Before reaching The BFlat Bar on 29th of October 2011, where Thermal And A Quarter were set to play that evening, I was on a different kind of high having witnessed an exhilarating football match. I caught up with TAAQ’s vocalist/guitarist/frontman Bruce Lee Mani who acknowledged BFlat as one of TAAQ’s favourite venues. There was a slight uncertainty about drummer Rajeev Rajagopal’s whereabouts near the start of the gig and naturally, manager Divya Joseph appeared a tad concerned. However, after numerous sightings of Rajeev which could now be confirmed as positive, TAAQ took to the stage with Bruce surrounded with an arsenal of three lovely guitars, the “little guy” Prakash who did a quick tune-check of his bass and Rajeev behind the drums. There were no supporting artists to assist the trio this time, so it was an evening of pure, unadulterated TAAQ.

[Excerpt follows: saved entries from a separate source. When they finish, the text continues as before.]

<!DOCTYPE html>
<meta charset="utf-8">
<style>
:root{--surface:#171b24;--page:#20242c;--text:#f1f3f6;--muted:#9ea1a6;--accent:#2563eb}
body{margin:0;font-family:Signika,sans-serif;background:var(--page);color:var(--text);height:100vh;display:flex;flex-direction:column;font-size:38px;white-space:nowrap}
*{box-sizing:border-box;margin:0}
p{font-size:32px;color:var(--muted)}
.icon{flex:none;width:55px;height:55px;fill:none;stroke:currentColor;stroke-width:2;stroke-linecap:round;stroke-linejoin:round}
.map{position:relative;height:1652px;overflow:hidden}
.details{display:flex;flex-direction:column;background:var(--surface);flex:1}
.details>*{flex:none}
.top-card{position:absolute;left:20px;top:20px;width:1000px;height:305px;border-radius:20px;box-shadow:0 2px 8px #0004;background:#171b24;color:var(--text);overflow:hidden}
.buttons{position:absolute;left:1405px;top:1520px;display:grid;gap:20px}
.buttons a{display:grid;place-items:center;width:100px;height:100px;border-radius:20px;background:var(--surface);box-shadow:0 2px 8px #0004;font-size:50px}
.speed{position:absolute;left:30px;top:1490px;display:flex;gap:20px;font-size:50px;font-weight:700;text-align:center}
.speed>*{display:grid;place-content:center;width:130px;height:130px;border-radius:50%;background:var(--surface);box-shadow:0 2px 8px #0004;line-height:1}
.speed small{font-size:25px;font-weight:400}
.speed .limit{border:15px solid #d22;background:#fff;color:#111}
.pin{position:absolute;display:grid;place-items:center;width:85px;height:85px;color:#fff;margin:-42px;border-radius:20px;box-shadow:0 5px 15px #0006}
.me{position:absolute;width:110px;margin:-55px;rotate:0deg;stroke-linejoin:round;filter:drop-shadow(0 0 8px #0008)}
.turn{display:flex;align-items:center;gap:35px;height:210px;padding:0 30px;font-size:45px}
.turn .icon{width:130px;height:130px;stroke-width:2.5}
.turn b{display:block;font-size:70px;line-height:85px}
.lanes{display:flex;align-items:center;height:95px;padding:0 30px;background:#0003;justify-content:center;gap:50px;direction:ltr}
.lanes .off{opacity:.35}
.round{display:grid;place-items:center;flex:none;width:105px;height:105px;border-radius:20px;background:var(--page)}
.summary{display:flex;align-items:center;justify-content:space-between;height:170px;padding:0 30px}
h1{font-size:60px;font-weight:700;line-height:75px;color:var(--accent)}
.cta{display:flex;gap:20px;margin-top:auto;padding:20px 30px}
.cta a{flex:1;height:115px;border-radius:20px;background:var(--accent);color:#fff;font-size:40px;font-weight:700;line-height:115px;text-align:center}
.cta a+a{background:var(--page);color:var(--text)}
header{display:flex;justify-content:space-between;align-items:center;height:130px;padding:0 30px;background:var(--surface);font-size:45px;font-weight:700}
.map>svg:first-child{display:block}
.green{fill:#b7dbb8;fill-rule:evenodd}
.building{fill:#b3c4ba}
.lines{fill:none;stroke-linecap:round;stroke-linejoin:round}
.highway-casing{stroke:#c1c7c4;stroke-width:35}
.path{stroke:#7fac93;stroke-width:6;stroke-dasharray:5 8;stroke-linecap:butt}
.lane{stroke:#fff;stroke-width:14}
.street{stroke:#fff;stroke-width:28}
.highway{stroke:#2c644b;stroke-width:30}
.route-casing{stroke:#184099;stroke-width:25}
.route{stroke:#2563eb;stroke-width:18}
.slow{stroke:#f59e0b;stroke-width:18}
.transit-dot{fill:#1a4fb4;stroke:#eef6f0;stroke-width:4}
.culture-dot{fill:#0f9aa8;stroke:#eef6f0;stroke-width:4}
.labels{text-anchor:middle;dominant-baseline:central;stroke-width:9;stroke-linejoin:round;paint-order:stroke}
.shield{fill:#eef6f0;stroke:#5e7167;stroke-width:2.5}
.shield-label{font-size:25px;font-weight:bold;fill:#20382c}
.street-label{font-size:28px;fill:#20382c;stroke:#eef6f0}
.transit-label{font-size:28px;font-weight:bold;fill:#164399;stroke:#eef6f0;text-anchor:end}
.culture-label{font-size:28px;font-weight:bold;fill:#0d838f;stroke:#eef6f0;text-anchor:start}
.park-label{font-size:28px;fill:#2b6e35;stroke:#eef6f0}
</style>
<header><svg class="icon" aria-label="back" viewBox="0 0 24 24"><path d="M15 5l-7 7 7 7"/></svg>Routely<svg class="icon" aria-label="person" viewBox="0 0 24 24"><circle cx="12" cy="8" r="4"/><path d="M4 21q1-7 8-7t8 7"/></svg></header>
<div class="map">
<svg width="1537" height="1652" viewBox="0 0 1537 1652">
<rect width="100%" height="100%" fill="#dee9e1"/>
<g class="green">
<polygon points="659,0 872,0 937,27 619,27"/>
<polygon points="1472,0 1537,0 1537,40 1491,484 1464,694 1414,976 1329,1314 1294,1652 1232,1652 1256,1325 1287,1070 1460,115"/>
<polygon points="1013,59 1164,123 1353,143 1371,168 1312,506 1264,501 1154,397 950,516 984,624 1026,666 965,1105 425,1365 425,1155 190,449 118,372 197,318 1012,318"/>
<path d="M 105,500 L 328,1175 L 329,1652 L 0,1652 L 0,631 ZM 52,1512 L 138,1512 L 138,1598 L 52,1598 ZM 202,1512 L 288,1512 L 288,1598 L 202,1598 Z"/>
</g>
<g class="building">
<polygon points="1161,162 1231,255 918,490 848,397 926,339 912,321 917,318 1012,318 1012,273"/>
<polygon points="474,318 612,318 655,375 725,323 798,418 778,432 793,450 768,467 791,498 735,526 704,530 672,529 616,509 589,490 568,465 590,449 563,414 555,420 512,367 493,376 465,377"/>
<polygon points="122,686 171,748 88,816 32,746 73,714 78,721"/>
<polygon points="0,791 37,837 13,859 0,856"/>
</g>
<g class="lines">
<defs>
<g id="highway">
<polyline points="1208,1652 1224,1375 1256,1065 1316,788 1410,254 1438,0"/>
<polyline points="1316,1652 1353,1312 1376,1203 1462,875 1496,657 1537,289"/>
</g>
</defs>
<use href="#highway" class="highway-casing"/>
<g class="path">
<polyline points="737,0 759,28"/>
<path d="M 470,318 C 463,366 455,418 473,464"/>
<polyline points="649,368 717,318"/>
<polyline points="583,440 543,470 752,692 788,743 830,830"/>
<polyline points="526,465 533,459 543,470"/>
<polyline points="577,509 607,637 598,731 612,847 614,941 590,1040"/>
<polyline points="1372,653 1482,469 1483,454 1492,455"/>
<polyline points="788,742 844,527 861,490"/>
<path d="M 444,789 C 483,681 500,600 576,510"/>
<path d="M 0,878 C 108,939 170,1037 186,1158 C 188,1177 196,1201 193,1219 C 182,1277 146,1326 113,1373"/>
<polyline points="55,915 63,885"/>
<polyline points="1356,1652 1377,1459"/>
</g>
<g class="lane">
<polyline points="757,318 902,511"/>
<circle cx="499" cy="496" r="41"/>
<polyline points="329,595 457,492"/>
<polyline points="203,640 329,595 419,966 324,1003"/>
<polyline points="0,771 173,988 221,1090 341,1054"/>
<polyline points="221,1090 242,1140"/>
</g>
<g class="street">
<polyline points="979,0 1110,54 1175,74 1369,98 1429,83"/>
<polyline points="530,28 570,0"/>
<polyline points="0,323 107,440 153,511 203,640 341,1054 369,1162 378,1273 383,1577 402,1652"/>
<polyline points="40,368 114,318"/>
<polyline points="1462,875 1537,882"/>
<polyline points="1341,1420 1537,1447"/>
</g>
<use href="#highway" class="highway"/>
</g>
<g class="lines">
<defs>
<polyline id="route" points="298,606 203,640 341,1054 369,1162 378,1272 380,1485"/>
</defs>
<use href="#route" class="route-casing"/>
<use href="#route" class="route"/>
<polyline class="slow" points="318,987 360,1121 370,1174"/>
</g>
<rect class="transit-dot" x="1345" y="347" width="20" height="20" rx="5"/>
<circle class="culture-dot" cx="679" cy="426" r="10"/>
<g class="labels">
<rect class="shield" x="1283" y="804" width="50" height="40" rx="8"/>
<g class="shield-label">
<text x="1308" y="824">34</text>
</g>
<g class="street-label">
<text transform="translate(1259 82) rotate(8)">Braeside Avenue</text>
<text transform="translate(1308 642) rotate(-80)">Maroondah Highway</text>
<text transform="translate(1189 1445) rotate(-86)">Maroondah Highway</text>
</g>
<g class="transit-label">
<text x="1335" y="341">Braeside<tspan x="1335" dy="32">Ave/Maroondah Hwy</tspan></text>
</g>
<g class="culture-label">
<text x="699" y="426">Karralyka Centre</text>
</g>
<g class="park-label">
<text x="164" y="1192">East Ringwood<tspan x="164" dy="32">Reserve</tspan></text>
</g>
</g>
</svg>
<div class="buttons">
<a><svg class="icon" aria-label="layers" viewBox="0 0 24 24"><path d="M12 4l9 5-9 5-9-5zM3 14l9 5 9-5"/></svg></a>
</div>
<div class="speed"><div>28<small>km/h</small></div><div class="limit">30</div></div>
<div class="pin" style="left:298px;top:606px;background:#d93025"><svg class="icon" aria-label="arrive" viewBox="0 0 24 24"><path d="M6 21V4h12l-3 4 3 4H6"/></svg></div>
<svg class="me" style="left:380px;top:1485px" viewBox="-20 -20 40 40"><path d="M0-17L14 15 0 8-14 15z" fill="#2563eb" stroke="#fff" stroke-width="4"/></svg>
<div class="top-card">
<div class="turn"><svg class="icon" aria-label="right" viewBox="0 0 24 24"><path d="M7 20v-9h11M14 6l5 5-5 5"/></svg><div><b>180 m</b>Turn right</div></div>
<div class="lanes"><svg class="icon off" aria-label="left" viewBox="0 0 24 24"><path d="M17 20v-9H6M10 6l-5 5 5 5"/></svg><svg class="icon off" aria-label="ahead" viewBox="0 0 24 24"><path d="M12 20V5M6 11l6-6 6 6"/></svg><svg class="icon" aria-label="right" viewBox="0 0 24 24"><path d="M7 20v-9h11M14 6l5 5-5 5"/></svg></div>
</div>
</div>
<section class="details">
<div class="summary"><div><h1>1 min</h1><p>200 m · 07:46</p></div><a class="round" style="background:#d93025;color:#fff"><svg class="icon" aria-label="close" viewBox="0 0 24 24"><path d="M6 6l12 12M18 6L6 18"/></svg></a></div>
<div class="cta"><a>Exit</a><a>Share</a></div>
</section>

The band started off with a new number, ‘De-Arranged’ while a crowd gathered right in front of my table and I had to stand for greater parts of the show to actually see the band. The song had a groovy interlude and pithy lyrics which has become an integral part of TAAQ’s songwriting process. Before their second number, Bruce brought into context all those people in Delhi who were robbed of the Metallica show, a day before. That second number, ‘Sorry for Me’ had a fantastic guitar solo and the band expertly demonstrated their signature tightness. The sound was perfect and had few differences from the sound in their recent studio releases.
After the warm up, Thermal belted out another new number ‘Meter Mele One and a Half’, one of the standout songs of the evening. I would give it a 11 on 10 for songwriting simply because the band brought to the fore through their music, most of the emotions related to the titular quote that Bangalore rickshaw drivers use. A chorus in 6/4, a solo with a sporadic burst of notes and an absolutely amazing drum solo were the hallmark of the song. And some cowbell! This song is dangerously catchy however, and you should be well-warned to resist singing this while actually travelling in a rickshaw.
By this time, I noticed that TAAQ’s songs have brilliant chord transitions and an expert usage of multiple scales. The amazing fact is that there is very little similarity that you could find between TAAQ’s music and that of any mainstream western band. The music is unique and very Bangalorean indeed. The band showed great volume and tempo control using them effectively to convey a message. Rajeev’s drumming was crisp and his use of the right sounds to complement the rest of the band is worth a mention. The band was a tight unit and also sounded full with just three members. This is a testament to Prakash K.N’s surreal bass fills and his superb ability at keeping the pulse of the song running.
And then there was Bruce Lee Mani who isn’t just one of India’s greatest guitarists, but also a superb vocalist. His voice is an essential component of TAAQ’s sound. He belted out a brief falsetto in their next song, a Beatles cover, ‘With a Little Help from My Friends’ which had elements of reggae in it. Another standout song of the evening which had received a roar of approval from the now-packed BFlat, was ‘Bangalore Flowers’ dedicated to the women of Bangalore. The crescendo towards the end of the song got everyone to their feet and cheering!
After a song in 6/8 blues, TAAQ went on to cover Bill Withers’ ‘Ain’t No Sunshine’. Bruce ornamented the song with a Mayer-style fingerpicking intro and Prakash contributed with some slap bass in the interlude. The band improvised around the “I Know, I Know” line and Bruce even indulged in some twinning, scatting as he played the notes on the guitar! Prakash followed that up with a stylish bass solo of his own. ‘Billboard Bride’ was up next for which Bruce played a surreal legato solo with his Gibson Les Paul.
The evening progressed with numbers like ‘Birthday’ and ‘For The Cat’, the latter being a tribute to Cat Stevens. One of the last numbers was ‘Holy Jose’, a funky number which was probably the longest song of the set. Bruce used his whammy bar to support a bass solo by Prakash and Rajeev rounded off the song in a drum solo that included a run at the double bass pedals! And some cowbell! TAAQ strangely went on to cover Nirvana’s ‘In Bloom’, but I’m glad that they did it like TAAQ while retaining some of the essential grunge elements of the song.
TAAQ ended the evening with ‘Bend the World’, ‘Galacktiqua’, ‘Paper Puli’ and ‘Hey Jude’. Towards the end, Bruce seemed to ease into the songs while also letting the crowd handle some of the lyrics. He duly acknowledged the crowd’s rapturous response at the end of these songs.The band left the stage to a thunderous applause that lasted quite a while. If not already, the band has further cemented their position as one of the premier and most unique rock bands of the country. I could safely conclude that this was the ONLY thing that could have eclipsed the high I was talking about at the start.